• [EXERCISE BRIEF]
When a line in the entries contains the word "overflow", copy that line in full.

-*-*-

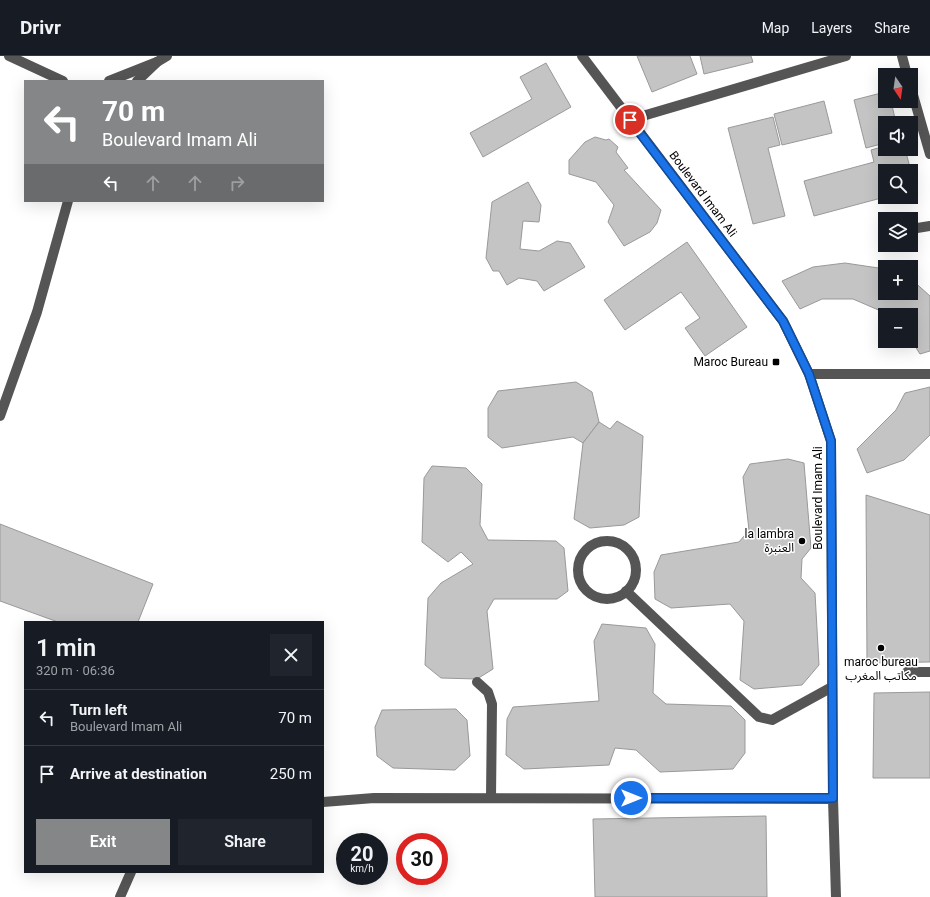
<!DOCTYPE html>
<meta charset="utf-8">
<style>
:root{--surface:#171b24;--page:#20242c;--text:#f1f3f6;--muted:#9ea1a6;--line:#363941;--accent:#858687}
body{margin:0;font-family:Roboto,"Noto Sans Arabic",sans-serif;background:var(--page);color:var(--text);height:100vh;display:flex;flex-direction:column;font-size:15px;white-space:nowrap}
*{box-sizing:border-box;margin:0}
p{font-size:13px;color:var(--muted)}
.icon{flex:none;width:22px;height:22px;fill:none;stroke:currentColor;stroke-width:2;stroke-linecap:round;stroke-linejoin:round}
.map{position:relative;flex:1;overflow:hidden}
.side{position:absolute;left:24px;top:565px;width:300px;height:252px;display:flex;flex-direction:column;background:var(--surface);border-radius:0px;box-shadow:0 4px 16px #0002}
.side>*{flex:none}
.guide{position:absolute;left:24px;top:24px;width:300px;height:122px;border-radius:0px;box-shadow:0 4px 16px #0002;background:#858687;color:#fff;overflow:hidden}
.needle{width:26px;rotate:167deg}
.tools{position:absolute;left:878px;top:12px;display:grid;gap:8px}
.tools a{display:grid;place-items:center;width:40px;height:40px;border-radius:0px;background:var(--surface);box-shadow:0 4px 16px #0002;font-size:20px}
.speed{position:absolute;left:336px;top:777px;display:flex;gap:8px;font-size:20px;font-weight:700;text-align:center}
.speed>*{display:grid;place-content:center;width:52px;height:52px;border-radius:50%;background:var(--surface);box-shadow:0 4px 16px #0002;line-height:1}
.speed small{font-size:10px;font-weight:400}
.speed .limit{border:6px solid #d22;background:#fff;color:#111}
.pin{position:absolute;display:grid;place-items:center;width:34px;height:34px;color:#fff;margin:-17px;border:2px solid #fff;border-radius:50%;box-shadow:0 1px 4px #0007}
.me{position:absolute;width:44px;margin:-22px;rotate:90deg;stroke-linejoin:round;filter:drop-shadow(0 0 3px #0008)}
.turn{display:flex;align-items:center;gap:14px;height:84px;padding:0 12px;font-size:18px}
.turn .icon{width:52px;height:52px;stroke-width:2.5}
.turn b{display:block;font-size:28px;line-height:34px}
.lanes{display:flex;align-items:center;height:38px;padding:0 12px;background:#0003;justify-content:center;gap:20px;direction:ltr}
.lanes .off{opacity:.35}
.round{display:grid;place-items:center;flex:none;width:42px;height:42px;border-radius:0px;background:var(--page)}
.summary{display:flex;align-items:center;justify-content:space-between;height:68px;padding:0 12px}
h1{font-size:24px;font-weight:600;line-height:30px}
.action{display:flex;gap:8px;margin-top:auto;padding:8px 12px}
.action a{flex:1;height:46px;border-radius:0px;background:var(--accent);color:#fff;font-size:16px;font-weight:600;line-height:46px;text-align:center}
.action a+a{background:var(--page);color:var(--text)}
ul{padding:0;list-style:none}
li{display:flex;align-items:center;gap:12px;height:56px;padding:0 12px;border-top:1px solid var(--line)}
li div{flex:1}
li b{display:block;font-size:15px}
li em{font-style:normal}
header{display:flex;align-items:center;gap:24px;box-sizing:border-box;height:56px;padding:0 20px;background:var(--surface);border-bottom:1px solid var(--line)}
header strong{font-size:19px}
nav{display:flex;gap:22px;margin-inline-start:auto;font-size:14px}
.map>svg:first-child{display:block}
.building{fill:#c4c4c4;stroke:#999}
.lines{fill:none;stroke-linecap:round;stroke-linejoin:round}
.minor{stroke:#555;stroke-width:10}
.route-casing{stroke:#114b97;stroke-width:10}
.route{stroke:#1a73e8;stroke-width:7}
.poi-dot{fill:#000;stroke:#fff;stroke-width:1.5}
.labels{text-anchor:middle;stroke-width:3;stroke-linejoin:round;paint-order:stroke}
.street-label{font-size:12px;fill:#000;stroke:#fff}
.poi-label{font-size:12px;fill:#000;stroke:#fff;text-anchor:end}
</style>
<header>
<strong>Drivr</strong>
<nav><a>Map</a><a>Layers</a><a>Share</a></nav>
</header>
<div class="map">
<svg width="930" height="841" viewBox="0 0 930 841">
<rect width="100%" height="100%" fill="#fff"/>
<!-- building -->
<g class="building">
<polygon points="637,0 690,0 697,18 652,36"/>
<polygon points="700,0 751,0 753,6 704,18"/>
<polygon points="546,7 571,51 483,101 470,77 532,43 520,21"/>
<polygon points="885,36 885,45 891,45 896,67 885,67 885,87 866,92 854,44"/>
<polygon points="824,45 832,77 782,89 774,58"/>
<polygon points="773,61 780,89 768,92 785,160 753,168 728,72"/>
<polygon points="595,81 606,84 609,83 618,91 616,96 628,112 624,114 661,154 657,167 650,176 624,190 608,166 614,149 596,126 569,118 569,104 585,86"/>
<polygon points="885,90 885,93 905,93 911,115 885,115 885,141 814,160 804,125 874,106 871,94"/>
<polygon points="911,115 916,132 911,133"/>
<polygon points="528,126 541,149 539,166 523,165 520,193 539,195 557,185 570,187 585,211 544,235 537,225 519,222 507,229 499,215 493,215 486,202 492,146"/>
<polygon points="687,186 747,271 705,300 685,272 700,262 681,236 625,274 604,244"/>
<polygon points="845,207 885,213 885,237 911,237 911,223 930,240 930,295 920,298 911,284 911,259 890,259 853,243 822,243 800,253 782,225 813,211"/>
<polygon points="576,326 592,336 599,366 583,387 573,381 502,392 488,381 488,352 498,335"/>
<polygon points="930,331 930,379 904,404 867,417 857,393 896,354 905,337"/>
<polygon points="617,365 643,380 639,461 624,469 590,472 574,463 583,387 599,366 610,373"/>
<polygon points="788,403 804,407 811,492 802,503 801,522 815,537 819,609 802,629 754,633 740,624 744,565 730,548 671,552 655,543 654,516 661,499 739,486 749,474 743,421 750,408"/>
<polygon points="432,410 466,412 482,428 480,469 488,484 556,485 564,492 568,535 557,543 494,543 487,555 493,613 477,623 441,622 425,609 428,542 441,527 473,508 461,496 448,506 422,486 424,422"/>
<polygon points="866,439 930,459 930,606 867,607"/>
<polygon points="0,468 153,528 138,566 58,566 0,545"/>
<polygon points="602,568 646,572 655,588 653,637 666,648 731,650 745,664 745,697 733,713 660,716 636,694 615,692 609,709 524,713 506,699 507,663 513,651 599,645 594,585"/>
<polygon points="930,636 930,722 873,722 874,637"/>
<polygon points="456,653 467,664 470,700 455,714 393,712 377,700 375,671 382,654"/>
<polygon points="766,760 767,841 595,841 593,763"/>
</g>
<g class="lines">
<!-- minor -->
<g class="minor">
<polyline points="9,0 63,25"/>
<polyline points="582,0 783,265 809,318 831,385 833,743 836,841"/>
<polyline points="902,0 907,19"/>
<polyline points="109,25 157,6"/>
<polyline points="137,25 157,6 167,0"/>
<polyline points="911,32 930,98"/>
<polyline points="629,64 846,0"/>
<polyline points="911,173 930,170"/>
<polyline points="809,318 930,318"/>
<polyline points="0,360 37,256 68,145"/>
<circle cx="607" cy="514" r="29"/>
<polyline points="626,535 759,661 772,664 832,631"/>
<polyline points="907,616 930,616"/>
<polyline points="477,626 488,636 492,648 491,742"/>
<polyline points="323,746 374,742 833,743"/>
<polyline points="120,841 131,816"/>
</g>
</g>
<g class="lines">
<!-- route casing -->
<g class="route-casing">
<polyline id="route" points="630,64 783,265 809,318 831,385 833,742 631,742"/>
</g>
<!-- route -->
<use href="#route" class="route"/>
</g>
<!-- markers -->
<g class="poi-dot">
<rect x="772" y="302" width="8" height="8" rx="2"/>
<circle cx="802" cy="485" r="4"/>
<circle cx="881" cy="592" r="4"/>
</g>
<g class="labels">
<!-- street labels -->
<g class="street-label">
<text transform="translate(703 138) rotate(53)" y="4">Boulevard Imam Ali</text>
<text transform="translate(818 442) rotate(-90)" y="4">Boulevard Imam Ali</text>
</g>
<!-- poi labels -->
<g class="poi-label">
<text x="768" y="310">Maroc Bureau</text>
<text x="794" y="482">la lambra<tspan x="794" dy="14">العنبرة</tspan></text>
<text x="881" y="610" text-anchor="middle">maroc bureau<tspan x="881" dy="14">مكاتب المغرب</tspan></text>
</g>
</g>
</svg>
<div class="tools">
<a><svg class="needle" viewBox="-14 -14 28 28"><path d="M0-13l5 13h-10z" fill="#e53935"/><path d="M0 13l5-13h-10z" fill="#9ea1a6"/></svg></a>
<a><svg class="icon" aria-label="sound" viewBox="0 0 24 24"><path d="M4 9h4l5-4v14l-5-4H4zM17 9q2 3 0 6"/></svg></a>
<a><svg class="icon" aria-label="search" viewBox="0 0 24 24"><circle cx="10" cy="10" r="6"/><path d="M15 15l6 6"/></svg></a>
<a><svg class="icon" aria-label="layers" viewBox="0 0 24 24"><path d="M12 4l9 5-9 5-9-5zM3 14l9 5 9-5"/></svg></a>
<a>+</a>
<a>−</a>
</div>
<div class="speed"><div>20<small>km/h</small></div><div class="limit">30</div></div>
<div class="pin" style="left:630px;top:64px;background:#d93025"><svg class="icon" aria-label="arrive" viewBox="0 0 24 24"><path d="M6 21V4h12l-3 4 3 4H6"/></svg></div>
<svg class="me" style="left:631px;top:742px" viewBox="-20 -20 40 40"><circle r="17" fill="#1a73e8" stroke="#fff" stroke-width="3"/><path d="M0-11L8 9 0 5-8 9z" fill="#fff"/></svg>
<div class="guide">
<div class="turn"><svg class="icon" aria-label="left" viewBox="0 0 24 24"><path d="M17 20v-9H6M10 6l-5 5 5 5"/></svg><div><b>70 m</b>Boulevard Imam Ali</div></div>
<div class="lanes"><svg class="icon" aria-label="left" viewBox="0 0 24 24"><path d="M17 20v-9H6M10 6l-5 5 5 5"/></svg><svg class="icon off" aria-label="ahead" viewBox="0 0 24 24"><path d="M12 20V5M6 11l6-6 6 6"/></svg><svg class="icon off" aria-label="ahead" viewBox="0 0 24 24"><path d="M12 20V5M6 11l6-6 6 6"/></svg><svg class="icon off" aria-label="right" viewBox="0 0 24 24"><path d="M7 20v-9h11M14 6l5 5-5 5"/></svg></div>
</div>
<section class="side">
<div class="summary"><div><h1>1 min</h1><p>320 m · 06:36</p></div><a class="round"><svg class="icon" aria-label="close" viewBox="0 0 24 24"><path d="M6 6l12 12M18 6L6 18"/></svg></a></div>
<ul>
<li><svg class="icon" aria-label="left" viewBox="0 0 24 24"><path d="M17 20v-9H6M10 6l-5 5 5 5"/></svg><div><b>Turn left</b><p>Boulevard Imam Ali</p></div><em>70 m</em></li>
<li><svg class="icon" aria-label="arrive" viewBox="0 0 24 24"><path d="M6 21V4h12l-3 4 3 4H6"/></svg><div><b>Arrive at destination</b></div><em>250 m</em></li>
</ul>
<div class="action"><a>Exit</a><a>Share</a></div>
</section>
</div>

-*-*-

• [EXPECTED OUTPUT]
.map{position:relative;flex:1;overflow:hidden}
.guide{position:absolute;left:24px;top:24px;width:300px;height:122px;border-radius:0px;box-shadow:0 4px 16px #0002;background:#858687;color:#fff;overflow:hidden}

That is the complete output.